How did you come by your stage/brand name?
The name is a stylized spelling of the mystic Madame Helena Petrovna Blavatsky. I’ve always been interested in mysticism and the spiritual realm. I also feel that musicians actors and artists in general are modern-day shamans in a way. We offer an escape and a change in consciousness for a little bit.
When did you discover your love for your craft and what made you realize you wanted to pursue a career in it?
I have always loved music. All kinds of music from cumbia and vallenato which are genres of Colombian music (my parents are Colombian) to rock and pop and heavy metal and hip hop there was always music playing at home when I was growing up and that was a huge influence.
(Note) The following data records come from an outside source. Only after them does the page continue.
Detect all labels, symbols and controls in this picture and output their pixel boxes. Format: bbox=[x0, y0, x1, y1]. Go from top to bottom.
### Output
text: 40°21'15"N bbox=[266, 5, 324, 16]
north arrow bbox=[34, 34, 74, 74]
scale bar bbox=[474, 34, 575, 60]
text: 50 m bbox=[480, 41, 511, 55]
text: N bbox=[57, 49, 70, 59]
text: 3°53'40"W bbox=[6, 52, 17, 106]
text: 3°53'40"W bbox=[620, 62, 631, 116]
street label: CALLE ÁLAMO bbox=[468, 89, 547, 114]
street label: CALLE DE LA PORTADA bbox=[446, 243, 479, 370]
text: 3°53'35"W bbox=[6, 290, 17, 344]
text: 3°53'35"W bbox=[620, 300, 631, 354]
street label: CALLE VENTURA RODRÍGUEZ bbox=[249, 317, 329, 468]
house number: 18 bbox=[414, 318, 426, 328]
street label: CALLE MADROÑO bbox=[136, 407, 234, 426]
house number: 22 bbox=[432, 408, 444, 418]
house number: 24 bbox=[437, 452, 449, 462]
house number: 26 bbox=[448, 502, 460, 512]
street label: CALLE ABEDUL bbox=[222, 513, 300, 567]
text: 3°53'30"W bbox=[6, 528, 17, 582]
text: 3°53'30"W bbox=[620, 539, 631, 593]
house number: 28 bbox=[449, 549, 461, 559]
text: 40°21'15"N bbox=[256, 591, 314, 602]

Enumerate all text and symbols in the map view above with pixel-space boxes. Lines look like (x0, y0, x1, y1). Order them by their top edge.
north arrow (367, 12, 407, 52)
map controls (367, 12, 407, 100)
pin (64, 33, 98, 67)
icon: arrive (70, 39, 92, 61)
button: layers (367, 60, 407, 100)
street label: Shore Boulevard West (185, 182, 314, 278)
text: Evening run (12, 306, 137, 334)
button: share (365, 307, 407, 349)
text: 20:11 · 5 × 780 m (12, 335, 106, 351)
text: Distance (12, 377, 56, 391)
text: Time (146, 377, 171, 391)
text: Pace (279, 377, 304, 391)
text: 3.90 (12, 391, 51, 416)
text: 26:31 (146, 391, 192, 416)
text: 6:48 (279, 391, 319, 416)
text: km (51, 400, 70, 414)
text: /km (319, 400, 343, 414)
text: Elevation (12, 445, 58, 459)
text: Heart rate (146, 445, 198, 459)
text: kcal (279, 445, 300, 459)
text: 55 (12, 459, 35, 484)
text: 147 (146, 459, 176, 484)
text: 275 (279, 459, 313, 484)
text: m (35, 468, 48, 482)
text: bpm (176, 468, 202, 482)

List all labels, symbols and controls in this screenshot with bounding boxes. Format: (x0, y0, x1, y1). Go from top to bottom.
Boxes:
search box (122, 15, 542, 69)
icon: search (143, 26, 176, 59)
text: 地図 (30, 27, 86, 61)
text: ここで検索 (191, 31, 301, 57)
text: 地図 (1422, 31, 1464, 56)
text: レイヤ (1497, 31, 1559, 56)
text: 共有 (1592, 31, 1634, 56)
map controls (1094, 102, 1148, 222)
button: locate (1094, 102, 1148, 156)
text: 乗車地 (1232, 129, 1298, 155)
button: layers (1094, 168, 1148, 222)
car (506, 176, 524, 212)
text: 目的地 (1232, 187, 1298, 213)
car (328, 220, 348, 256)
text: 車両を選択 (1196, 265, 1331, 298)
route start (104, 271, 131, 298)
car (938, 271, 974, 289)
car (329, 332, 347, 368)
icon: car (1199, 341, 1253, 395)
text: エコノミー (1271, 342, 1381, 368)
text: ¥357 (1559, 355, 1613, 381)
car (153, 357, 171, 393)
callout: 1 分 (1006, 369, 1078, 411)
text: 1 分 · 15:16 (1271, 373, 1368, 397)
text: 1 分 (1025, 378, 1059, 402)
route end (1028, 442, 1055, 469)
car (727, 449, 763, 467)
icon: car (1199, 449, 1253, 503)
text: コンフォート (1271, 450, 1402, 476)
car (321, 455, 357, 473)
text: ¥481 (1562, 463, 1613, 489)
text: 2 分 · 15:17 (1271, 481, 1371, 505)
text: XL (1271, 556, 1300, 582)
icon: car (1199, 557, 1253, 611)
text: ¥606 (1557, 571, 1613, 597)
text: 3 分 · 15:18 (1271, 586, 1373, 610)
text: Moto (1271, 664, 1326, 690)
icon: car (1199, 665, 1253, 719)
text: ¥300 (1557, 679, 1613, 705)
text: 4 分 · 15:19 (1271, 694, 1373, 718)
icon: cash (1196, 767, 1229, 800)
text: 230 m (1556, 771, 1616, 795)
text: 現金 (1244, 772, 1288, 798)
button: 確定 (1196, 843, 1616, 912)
I’ve been doing session work and writing for other artists and projects for a long time and I wanted to get my songs out and be the performer as well. I wanted to experience truly putting myself out there and I wanted the opportunity to be on stage and connect in a way you can’t really do from behind the scenes.
To what or whom do you accredit your sense of style?
My personal sense of style is influenced by streetwear and hip hop culture and heavy metal and hard rock attitude. The rock and metal bands in the 80s especially were so over the top and had so much stage presence and I think stage presence and that sense of style is what separates people who are great musicians from artists who have the X factor and are stars.
On your current project, how did you come up with the concept?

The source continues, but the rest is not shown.